- WORK ITEM:
No pictures belong in the answer. Repeat all the entries exactly.

---- EXERCISE DATA

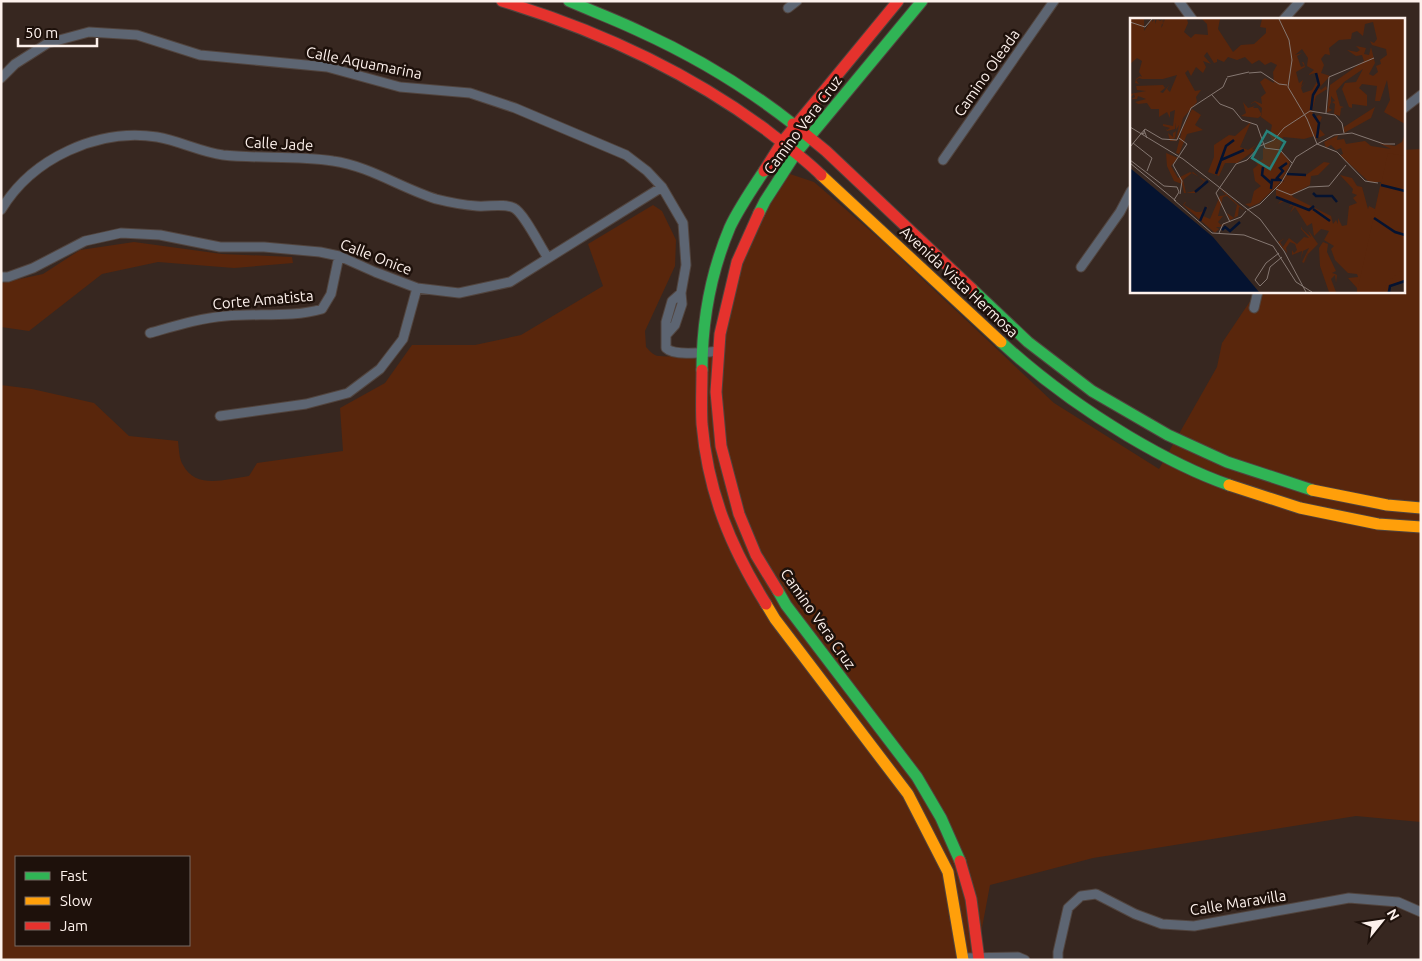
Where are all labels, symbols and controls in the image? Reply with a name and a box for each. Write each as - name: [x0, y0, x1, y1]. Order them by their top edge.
- scale bar: [18, 15, 96, 47]
- inset map: [1130, 18, 1404, 292]
- text: 50 m: [25, 24, 58, 41]
- street label: Camino Oleada: [950, 26, 1023, 120]
- street label: Calle Aquamarina: [305, 43, 423, 82]
- street label: Camino Vera Cruz: [760, 72, 845, 177]
- street label: Calle Jade: [244, 133, 314, 154]
- street label: Avenida Vista Hermosa: [897, 223, 1022, 341]
- street label: Calle Onice: [338, 235, 414, 278]
- street label: Corte Amatista: [212, 287, 314, 312]
- street label: Camino Vera Cruz: [777, 565, 859, 672]
- legend: [15, 856, 190, 946]
- text: Fast: [60, 867, 88, 884]
- street label: Calle Maravilla: [1189, 887, 1287, 919]
- text: Slow: [60, 892, 93, 909]
- north arrow: [1357, 896, 1407, 946]
- text: N: [1384, 906, 1403, 923]
- text: Jam: [60, 917, 88, 934]

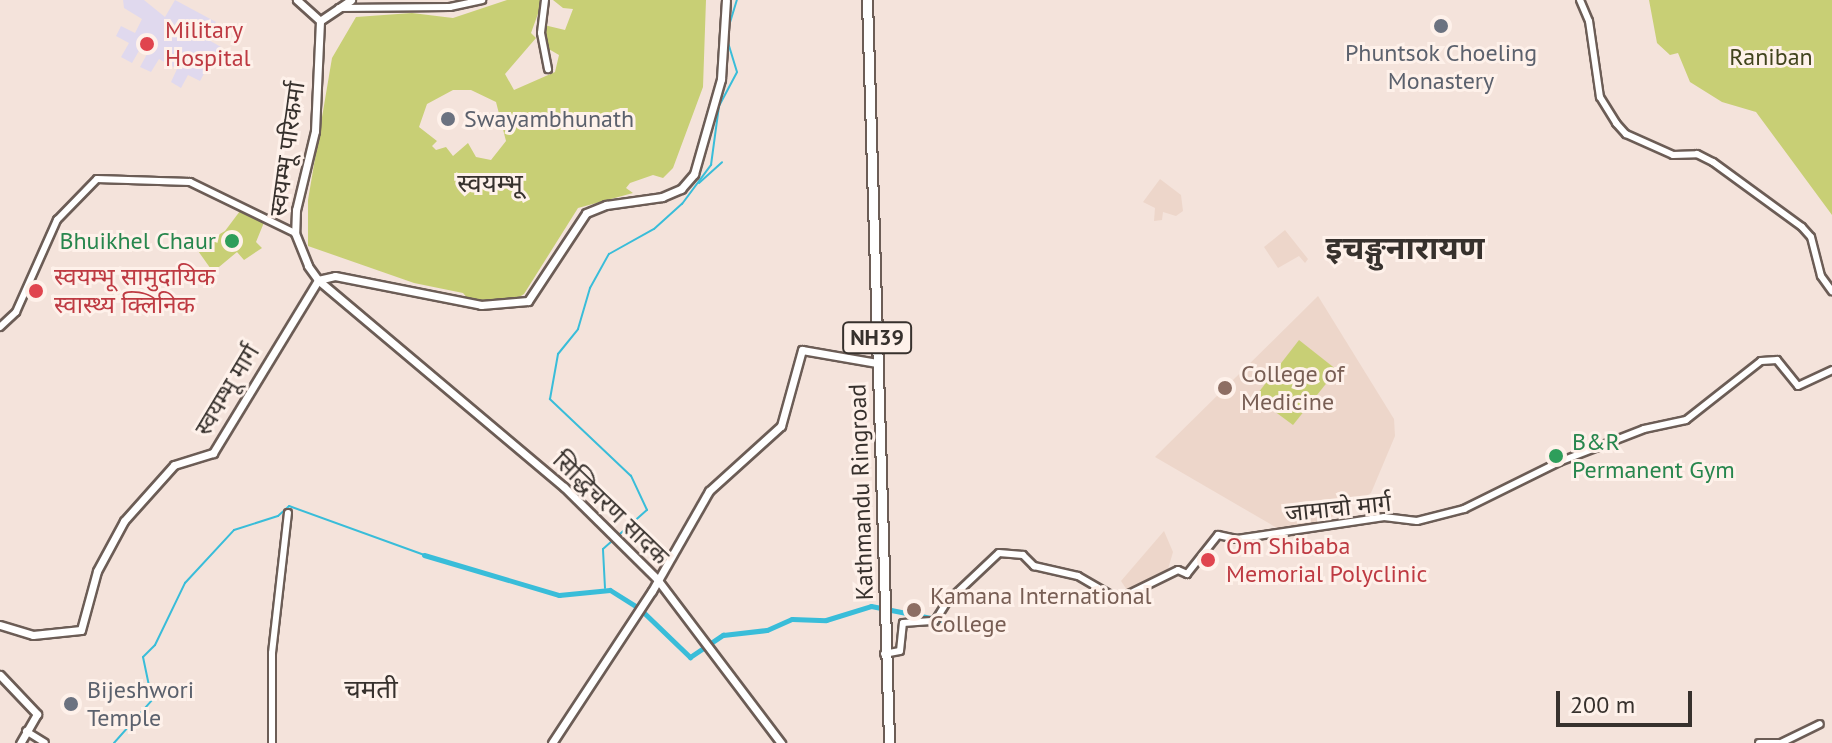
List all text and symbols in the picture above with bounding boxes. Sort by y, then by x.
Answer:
place label: Military Hospital [165,16,251,72]
marker: Phuntsok Choeling Monastery [1432,17,1450,35]
marker: Military Hospital [136,33,158,55]
place label: Phuntsok Choeling Monastery [1345,39,1537,95]
park label: Raniban [1729,43,1813,71]
street label: स्वयम्भू परिकर्मा [263,80,311,218]
place label: Swayambhunath [464,105,634,133]
marker: Swayambhunath [439,110,457,128]
district label: स्वयम्भू [457,167,523,199]
place label: Bhuikhel Chaur [59,227,216,255]
district label: इचङ्गुनारायण [1326,228,1484,266]
marker: Bhuikhel Chaur [223,232,241,250]
place label: स्वयम्भू सामुदायिक स्वास्थ्य क्लिनिक [54,263,215,319]
marker: स्वयम्भू सामुदायिक स्वास्थ्य क्लिनिक [25,280,47,302]
road number: NH39 [841,320,913,356]
street label: स्वयम्भू मार्ग [189,339,265,441]
place label: College of Medicine [1241,360,1344,416]
marker: College of Medicine [1216,379,1234,397]
street label: Kathmandu Ringroad [843,383,879,601]
place label: B&R Permanent Gym [1572,428,1735,484]
street label: सिद्धिचरण सादक [547,445,675,571]
marker: B&R Permanent Gym [1547,447,1565,465]
street label: जामाचो मार्ग [1284,488,1392,528]
place label: Om Shibaba Memorial Polyclinic [1226,532,1427,588]
marker: Om Shibaba Memorial Polyclinic [1197,549,1219,571]
place label: Kamana International College [930,582,1152,638]
marker: Kamana International College [905,601,923,619]
district label: चमती [344,673,398,705]
scale bar [1560,675,1696,725]
place label: Bijeshwori Temple [87,676,194,732]
text: 200 m [1570,689,1635,720]
marker: Bijeshwori Temple [62,695,80,713]

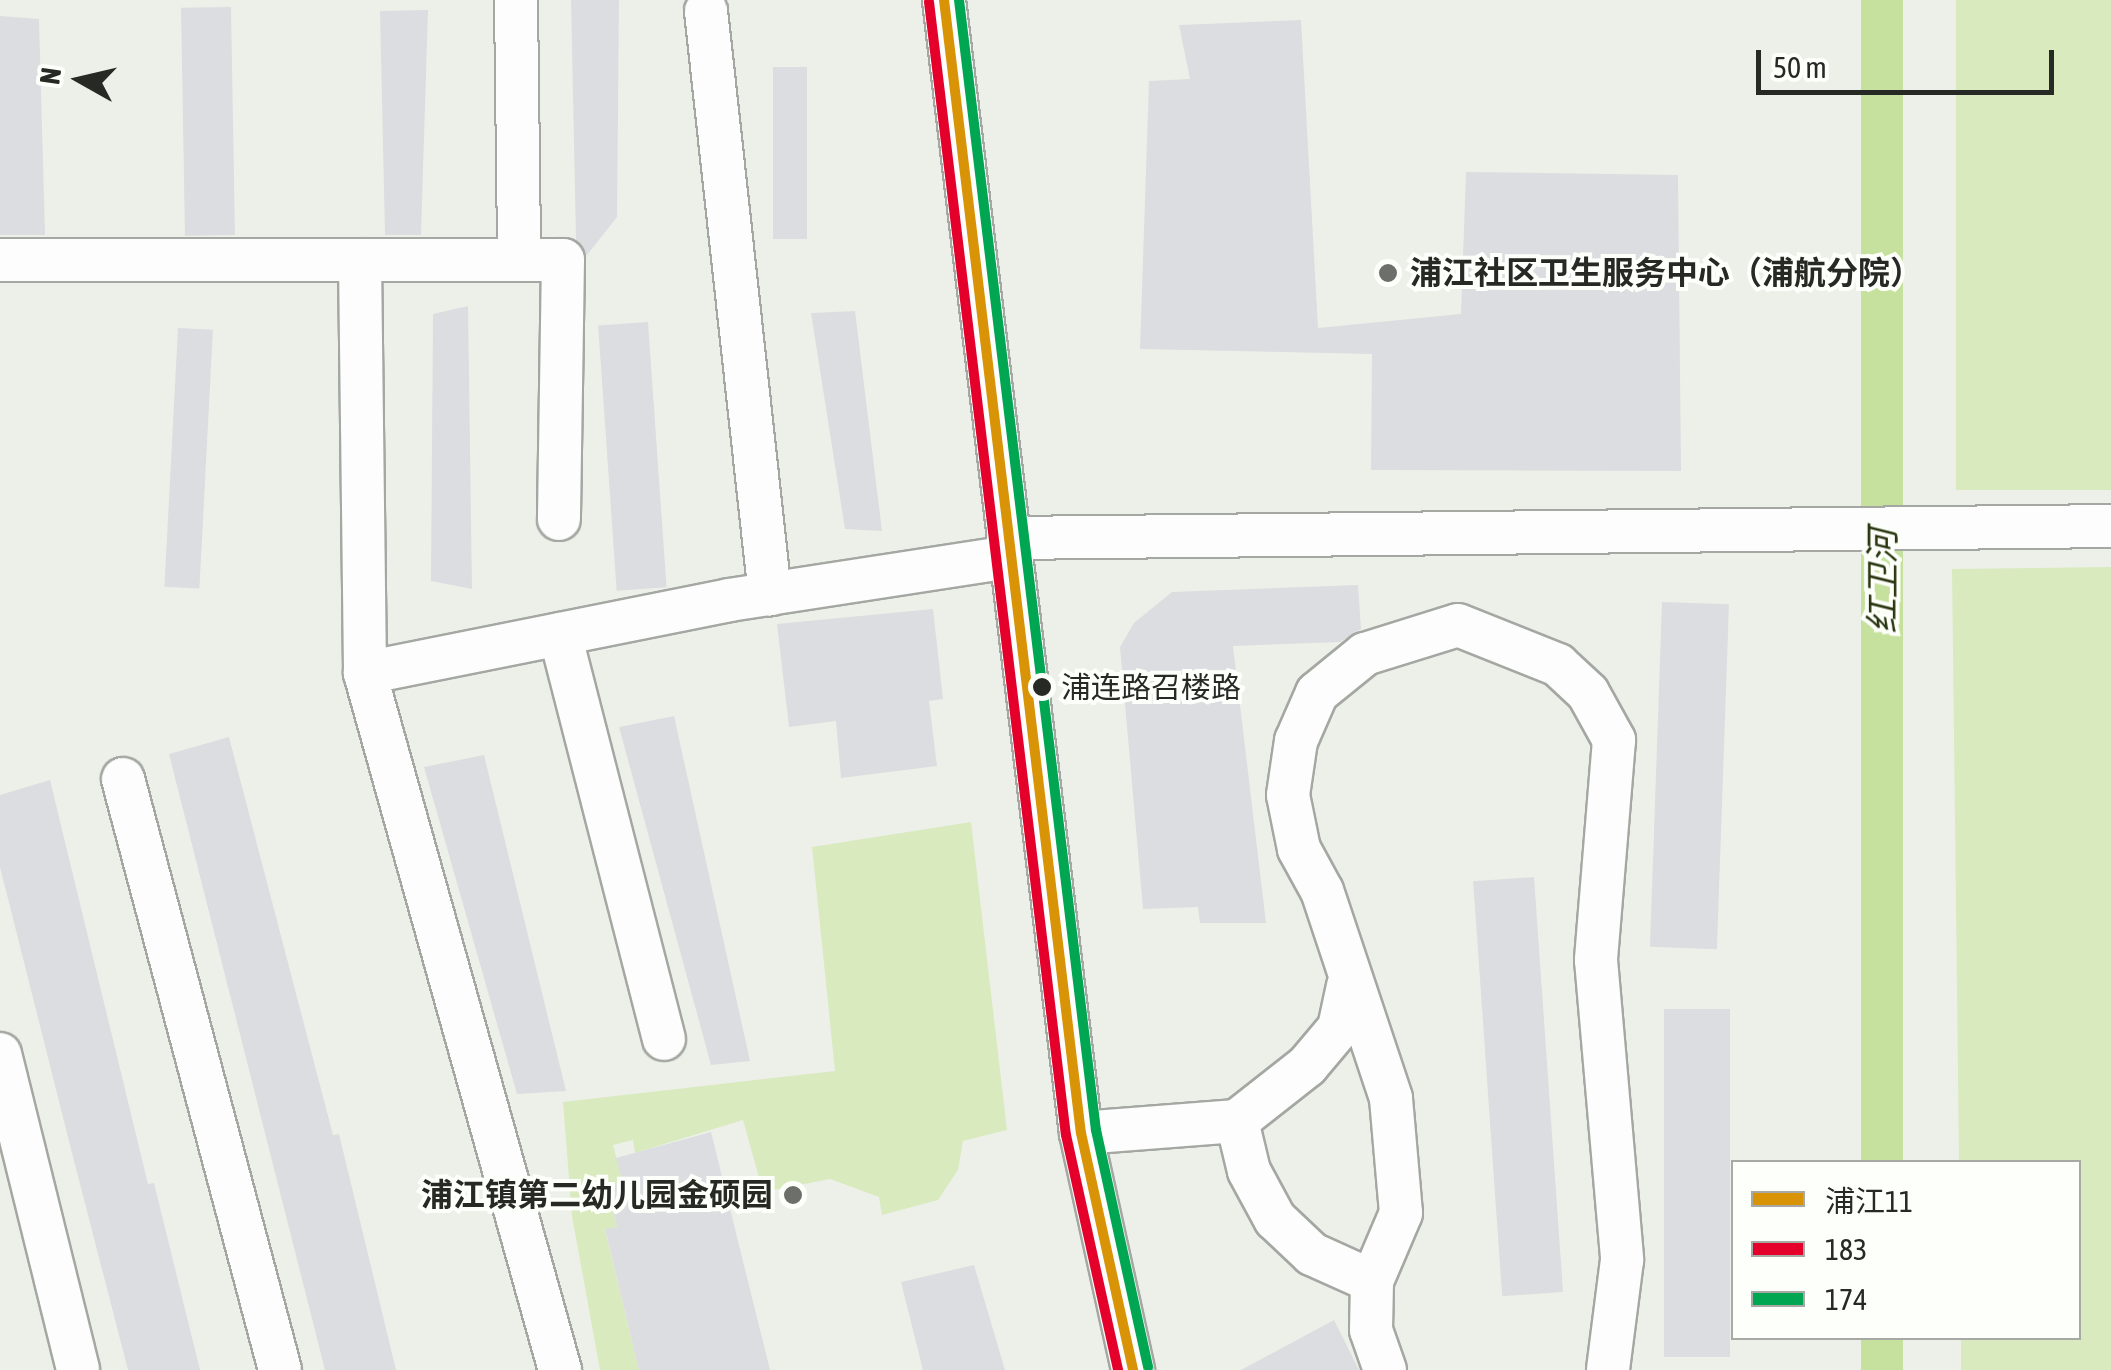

--------

- ANSWER SECTION:
Where are all labels, symbols and controls in the image? Reply with a name and a box for each. Write each as - name: [x0, y0, x1, y1]. Order them by their top edge.
- scale bar: [18, 15, 96, 47]
- inset map: [1130, 18, 1404, 292]
- text: 50 m: [25, 24, 58, 41]
- street label: Camino Oleada: [950, 26, 1023, 120]
- street label: Calle Aquamarina: [305, 43, 423, 82]
- street label: Camino Vera Cruz: [760, 72, 845, 177]
- street label: Calle Jade: [244, 133, 314, 154]
- street label: Avenida Vista Hermosa: [897, 223, 1022, 341]
- street label: Calle Onice: [338, 235, 414, 278]
- street label: Corte Amatista: [212, 287, 314, 312]
- street label: Camino Vera Cruz: [777, 565, 859, 672]
- legend: [15, 856, 190, 946]
- text: Fast: [60, 867, 88, 884]
- street label: Calle Maravilla: [1189, 887, 1287, 919]
- text: Slow: [60, 892, 93, 909]
- north arrow: [1357, 896, 1407, 946]
- text: N: [1384, 906, 1403, 923]
- text: Jam: [60, 917, 88, 934]

List all text and symbols in the picture above with bounding boxes. Sort by y, then by x.
Answer:
place label: Military Hospital [165,16,251,72]
marker: Phuntsok Choeling Monastery [1432,17,1450,35]
marker: Military Hospital [136,33,158,55]
place label: Phuntsok Choeling Monastery [1345,39,1537,95]
park label: Raniban [1729,43,1813,71]
street label: स्वयम्भू परिकर्मा [263,80,311,218]
place label: Swayambhunath [464,105,634,133]
marker: Swayambhunath [439,110,457,128]
district label: स्वयम्भू [457,167,523,199]
place label: Bhuikhel Chaur [59,227,216,255]
district label: इचङ्गुनारायण [1326,228,1484,266]
marker: Bhuikhel Chaur [223,232,241,250]
place label: स्वयम्भू सामुदायिक स्वास्थ्य क्लिनिक [54,263,215,319]
marker: स्वयम्भू सामुदायिक स्वास्थ्य क्लिनिक [25,280,47,302]
road number: NH39 [841,320,913,356]
street label: स्वयम्भू मार्ग [189,339,265,441]
place label: College of Medicine [1241,360,1344,416]
marker: College of Medicine [1216,379,1234,397]
street label: Kathmandu Ringroad [843,383,879,601]
place label: B&R Permanent Gym [1572,428,1735,484]
street label: सिद्धिचरण सादक [547,445,675,571]
marker: B&R Permanent Gym [1547,447,1565,465]
street label: जामाचो मार्ग [1284,488,1392,528]
place label: Om Shibaba Memorial Polyclinic [1226,532,1427,588]
marker: Om Shibaba Memorial Polyclinic [1197,549,1219,571]
place label: Kamana International College [930,582,1152,638]
marker: Kamana International College [905,601,923,619]
district label: चमती [344,673,398,705]
scale bar [1560,675,1696,725]
place label: Bijeshwori Temple [87,676,194,732]
text: 200 m [1570,689,1635,720]
marker: Bijeshwori Temple [62,695,80,713]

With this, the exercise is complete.